Records drawn from a dataset >>
§

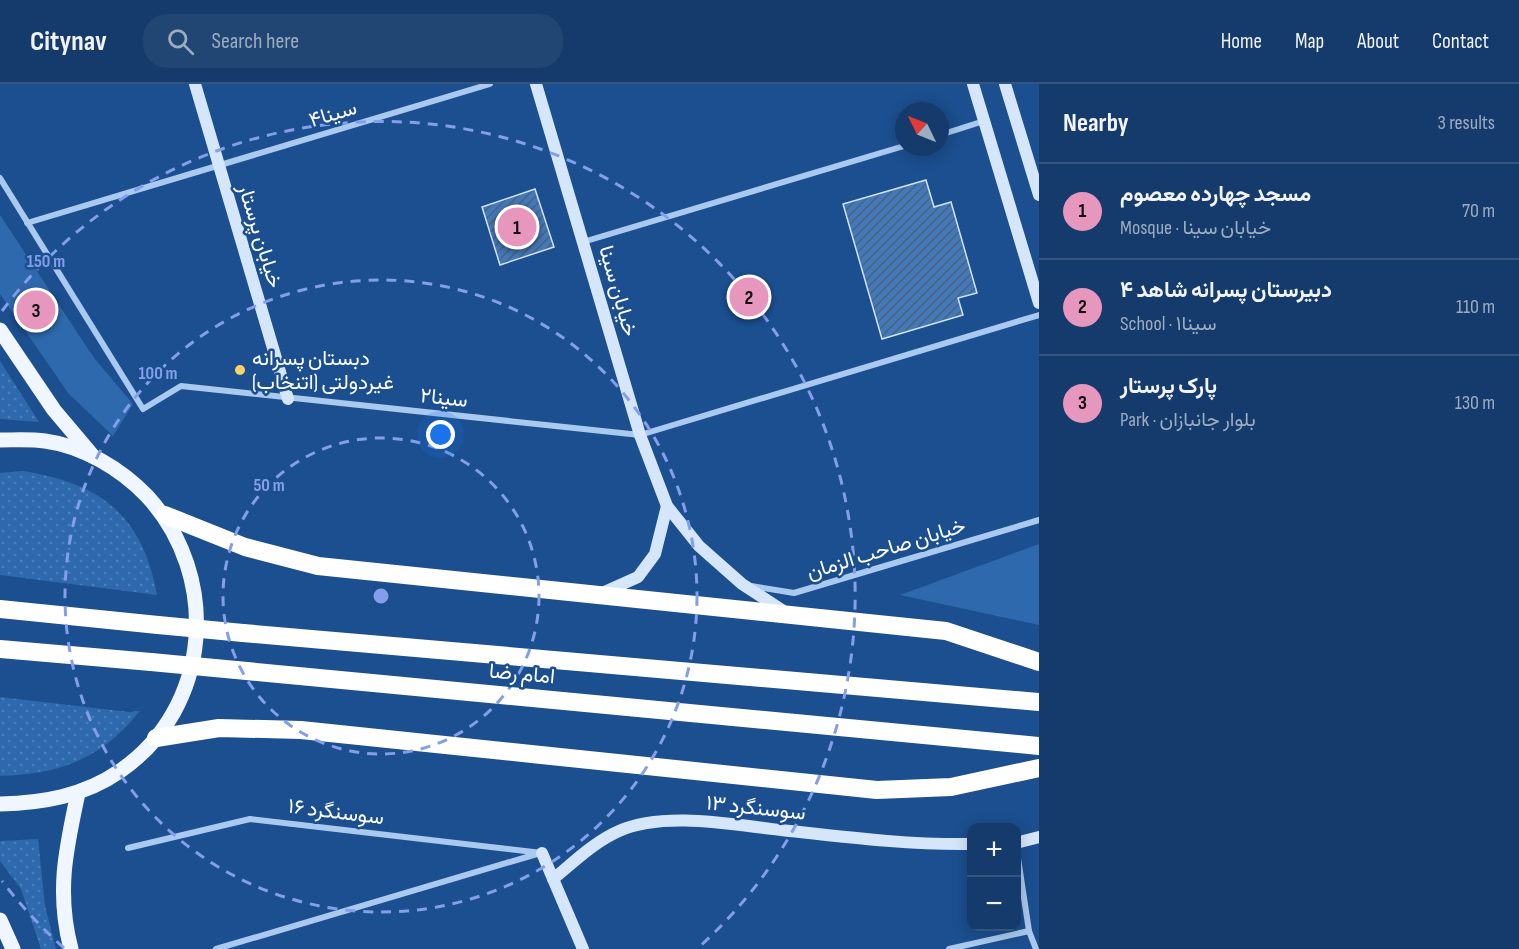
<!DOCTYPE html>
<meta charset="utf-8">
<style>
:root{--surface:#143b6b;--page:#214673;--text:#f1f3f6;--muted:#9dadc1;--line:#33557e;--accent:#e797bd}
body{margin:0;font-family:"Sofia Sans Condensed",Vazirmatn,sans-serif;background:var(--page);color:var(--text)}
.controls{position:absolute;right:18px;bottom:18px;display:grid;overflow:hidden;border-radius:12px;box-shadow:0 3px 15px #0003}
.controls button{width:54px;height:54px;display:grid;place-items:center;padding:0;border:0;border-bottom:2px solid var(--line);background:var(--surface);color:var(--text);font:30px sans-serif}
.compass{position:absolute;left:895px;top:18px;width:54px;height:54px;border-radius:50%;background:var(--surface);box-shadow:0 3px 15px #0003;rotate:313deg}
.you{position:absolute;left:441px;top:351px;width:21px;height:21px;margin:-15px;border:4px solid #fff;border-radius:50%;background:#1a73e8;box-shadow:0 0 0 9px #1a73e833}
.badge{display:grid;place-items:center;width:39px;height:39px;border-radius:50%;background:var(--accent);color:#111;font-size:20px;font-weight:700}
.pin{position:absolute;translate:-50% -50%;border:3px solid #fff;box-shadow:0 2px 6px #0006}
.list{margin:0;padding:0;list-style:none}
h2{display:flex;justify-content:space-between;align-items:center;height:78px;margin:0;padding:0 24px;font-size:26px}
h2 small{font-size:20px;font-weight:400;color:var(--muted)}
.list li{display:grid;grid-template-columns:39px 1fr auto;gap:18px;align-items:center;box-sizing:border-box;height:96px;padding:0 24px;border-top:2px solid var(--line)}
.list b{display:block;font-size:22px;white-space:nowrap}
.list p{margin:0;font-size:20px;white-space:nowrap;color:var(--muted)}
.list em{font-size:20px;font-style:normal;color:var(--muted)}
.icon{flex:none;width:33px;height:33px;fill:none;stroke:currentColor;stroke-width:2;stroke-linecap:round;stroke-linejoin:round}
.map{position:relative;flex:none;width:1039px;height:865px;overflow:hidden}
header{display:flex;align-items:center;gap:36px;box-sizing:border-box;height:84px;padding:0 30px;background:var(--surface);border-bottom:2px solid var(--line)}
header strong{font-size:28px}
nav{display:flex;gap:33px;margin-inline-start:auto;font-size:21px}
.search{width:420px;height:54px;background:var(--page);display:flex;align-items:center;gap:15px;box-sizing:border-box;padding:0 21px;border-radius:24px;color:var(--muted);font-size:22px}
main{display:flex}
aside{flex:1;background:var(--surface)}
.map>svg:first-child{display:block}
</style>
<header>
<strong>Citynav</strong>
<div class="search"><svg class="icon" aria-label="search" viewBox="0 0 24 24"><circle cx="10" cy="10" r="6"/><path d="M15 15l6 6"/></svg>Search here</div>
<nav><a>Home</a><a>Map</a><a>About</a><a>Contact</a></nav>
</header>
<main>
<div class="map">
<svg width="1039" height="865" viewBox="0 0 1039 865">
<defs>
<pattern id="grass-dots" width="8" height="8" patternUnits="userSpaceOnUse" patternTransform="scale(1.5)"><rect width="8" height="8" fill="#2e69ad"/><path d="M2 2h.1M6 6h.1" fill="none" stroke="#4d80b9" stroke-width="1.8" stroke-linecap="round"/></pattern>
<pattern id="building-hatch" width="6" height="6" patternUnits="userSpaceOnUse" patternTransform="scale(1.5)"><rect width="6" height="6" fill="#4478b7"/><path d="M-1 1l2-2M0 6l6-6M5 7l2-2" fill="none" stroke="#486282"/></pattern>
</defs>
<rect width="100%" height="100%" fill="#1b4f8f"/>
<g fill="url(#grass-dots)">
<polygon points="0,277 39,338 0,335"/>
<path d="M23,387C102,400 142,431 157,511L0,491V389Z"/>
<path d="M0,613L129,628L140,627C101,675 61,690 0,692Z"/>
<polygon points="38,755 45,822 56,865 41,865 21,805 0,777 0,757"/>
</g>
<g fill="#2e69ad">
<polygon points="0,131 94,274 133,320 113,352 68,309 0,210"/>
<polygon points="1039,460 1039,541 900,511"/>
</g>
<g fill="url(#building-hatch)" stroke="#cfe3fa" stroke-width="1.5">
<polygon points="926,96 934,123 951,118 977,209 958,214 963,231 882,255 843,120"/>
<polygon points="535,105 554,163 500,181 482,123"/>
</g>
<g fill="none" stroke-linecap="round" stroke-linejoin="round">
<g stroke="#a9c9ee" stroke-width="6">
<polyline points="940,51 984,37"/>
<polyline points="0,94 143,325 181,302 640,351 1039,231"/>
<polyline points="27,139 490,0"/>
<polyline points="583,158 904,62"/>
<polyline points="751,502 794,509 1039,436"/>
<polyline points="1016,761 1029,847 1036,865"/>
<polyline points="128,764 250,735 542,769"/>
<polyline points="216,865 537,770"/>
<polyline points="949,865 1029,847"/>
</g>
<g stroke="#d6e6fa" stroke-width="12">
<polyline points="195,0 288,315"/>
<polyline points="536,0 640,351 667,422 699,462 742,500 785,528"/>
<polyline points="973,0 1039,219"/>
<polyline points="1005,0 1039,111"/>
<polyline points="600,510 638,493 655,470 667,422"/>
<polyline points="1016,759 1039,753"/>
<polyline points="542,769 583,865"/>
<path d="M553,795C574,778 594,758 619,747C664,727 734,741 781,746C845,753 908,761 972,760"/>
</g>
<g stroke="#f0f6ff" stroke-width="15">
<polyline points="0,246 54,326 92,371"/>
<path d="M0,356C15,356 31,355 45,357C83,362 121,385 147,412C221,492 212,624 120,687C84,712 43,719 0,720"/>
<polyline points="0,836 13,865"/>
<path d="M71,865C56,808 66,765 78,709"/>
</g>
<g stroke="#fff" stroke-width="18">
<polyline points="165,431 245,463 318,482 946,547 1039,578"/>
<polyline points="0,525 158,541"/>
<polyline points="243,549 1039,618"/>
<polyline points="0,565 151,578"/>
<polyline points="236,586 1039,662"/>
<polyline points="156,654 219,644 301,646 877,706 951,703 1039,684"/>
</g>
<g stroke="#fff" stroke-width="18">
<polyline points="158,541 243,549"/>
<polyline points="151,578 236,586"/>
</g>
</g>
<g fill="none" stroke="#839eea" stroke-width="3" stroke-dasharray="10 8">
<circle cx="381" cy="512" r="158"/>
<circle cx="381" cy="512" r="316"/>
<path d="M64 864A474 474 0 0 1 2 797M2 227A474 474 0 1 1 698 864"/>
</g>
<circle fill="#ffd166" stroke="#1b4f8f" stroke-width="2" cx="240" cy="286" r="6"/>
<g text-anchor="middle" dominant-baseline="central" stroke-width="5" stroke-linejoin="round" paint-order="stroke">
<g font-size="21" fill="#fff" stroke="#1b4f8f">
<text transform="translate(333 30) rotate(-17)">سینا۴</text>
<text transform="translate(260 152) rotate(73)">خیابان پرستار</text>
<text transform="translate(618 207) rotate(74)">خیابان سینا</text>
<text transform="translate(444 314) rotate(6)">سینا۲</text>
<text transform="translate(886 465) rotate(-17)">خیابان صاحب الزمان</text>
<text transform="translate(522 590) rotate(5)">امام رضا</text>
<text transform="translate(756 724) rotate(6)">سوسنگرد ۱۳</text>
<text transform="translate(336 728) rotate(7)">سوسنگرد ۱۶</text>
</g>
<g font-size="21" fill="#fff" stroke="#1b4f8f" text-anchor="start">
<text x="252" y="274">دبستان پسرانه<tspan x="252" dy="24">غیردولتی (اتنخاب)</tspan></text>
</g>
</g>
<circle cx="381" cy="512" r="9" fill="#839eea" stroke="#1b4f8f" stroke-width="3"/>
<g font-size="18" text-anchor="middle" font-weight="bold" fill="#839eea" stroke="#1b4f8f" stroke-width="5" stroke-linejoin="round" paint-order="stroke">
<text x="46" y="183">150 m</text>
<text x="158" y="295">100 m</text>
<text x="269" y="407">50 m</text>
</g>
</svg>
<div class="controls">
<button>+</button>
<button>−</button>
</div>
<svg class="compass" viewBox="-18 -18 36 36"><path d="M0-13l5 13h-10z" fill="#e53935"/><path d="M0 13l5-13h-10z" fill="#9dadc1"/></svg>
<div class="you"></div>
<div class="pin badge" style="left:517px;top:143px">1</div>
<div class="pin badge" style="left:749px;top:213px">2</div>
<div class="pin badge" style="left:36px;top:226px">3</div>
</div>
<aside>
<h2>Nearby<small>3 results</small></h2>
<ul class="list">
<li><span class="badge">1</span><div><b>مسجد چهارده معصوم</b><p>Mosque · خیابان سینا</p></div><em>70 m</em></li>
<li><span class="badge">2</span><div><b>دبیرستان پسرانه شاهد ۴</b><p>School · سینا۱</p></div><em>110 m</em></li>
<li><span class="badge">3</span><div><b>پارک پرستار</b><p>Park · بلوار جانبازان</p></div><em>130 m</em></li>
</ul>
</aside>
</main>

§

Goal of the exercise >> Copy out every line above where "controls" is present.

Answer space >>
.controls{position:absolute;right:18px;bottom:18px;display:grid;overflow:hidden;border-radius:12px;box-shadow:0 3px 15px #0003}
.controls button{width:54px;height:54px;display:grid;place-items:center;padding:0;border:0;border-bottom:2px solid var(--line);background:var(--surface);color:var(--text);font:30px sans-serif}
<div class="controls">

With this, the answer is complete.